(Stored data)

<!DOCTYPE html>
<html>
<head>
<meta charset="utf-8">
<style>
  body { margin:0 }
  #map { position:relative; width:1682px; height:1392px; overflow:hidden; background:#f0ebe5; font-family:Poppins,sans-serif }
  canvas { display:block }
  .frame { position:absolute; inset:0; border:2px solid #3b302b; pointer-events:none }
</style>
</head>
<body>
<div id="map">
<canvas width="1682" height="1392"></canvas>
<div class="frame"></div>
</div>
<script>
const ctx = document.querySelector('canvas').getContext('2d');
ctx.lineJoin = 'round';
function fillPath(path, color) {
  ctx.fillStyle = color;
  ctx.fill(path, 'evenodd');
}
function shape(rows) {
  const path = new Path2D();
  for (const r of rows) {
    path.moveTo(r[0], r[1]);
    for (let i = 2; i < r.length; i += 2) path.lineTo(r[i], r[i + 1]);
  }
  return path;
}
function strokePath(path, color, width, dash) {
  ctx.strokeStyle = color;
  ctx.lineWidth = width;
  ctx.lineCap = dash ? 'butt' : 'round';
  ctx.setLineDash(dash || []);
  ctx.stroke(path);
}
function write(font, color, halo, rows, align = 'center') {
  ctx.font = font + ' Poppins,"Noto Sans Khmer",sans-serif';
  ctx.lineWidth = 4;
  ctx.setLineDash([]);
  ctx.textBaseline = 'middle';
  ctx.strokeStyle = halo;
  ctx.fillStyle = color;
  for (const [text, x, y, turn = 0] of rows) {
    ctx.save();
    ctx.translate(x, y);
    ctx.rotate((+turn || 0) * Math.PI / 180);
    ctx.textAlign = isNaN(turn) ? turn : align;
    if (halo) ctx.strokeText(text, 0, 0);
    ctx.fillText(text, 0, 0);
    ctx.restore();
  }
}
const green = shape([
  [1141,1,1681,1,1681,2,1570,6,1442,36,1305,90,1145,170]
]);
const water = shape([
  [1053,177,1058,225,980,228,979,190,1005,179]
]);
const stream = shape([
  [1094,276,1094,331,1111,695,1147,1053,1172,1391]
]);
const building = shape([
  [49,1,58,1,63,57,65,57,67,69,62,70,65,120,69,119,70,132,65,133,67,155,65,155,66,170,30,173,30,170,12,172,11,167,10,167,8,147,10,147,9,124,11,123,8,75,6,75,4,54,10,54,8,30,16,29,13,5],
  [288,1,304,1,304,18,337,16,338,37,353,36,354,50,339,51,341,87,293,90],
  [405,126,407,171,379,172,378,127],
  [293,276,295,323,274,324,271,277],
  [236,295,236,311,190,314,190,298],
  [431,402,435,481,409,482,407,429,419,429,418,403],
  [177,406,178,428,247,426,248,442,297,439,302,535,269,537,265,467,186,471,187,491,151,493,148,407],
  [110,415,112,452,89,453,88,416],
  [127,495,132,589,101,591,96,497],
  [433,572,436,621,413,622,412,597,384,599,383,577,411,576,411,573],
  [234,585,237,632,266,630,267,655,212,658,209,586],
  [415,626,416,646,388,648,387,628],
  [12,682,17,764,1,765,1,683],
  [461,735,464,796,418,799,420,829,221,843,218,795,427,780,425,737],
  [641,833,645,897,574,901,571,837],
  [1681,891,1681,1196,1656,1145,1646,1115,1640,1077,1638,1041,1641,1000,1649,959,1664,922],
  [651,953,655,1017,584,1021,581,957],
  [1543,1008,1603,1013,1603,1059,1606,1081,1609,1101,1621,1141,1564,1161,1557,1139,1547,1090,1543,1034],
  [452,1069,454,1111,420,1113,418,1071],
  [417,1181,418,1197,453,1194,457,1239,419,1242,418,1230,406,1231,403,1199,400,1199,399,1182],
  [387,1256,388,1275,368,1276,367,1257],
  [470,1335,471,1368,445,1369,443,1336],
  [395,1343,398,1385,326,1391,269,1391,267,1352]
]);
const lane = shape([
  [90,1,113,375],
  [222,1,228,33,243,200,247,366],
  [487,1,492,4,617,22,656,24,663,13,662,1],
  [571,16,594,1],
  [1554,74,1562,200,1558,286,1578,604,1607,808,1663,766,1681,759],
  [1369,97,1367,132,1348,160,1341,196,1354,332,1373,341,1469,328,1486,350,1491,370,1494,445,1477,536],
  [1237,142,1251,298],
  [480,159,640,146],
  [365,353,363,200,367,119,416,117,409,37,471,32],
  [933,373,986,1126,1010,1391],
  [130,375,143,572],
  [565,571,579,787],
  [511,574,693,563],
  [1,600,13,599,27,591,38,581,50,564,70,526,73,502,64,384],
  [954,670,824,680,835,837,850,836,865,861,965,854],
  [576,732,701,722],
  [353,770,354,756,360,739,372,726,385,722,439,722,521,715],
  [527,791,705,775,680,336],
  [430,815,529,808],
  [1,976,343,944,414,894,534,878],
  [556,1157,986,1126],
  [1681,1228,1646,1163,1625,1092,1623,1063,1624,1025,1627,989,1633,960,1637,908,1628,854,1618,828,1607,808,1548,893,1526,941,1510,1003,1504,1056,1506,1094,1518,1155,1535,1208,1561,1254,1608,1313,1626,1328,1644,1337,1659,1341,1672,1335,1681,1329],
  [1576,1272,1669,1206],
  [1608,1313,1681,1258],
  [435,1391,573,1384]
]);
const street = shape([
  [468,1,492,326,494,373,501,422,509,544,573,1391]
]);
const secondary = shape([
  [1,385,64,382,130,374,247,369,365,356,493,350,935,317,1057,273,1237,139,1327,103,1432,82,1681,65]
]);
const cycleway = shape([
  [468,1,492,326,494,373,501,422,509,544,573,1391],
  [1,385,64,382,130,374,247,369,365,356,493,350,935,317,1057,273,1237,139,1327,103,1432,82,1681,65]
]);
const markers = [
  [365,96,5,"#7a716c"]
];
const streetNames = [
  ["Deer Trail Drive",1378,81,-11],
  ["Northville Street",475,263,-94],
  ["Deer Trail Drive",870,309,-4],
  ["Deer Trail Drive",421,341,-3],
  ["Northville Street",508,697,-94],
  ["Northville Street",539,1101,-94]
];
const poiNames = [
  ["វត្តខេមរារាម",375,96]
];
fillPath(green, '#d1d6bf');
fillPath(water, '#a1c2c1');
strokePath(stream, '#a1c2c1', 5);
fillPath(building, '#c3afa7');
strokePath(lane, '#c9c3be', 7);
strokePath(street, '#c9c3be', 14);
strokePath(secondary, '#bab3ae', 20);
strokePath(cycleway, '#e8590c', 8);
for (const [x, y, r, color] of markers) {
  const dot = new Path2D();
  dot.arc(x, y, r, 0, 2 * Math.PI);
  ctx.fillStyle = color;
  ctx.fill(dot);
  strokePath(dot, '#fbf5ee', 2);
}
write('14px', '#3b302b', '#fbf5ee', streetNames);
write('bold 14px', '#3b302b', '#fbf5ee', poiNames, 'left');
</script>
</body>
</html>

> **Work item**:
What is needed is a verbatim copy of every line in the records above from the one containing "function fillPath(path, color)" down to the one containing "[1094,276,1094,331,1111,695,1147,1053,1172,1391]", both included, and nothing more.

> **Reply to the exercise**:
function fillPath(path, color) {
  ctx.fillStyle = color;
  ctx.fill(path, 'evenodd');
}
function shape(rows) {
  const path = new Path2D();
  for (const r of rows) {
    path.moveTo(r[0], r[1]);
    for (let i = 2; i < r.length; i += 2) path.lineTo(r[i], r[i + 1]);
  }
  return path;
}
function strokePath(path, color, width, dash) {
  ctx.strokeStyle = color;
  ctx.lineWidth = width;
  ctx.lineCap = dash ? 'butt' : 'round';
  ctx.setLineDash(dash || []);
  ctx.stroke(path);
}
function write(font, color, halo, rows, align = 'center') {
  ctx.font = font + ' Poppins,"Noto Sans Khmer",sans-serif';
  ctx.lineWidth = 4;
  ctx.setLineDash([]);
  ctx.textBaseline = 'middle';
  ctx.strokeStyle = halo;
  ctx.fillStyle = color;
  for (const [text, x, y, turn = 0] of rows) {
    ctx.save();
    ctx.translate(x, y);
    ctx.rotate((+turn || 0) * Math.PI / 180);
    ctx.textAlign = isNaN(turn) ? turn : align;
    if (halo) ctx.strokeText(text, 0, 0);
    ctx.fillText(text, 0, 0);
    ctx.restore();
  }
}
const green = shape([
  [1141,1,1681,1,1681,2,1570,6,1442,36,1305,90,1145,170]
]);
const water = shape([
  [1053,177,1058,225,980,228,979,190,1005,179]
]);
const stream = shape([
  [1094,276,1094,331,1111,695,1147,1053,1172,1391]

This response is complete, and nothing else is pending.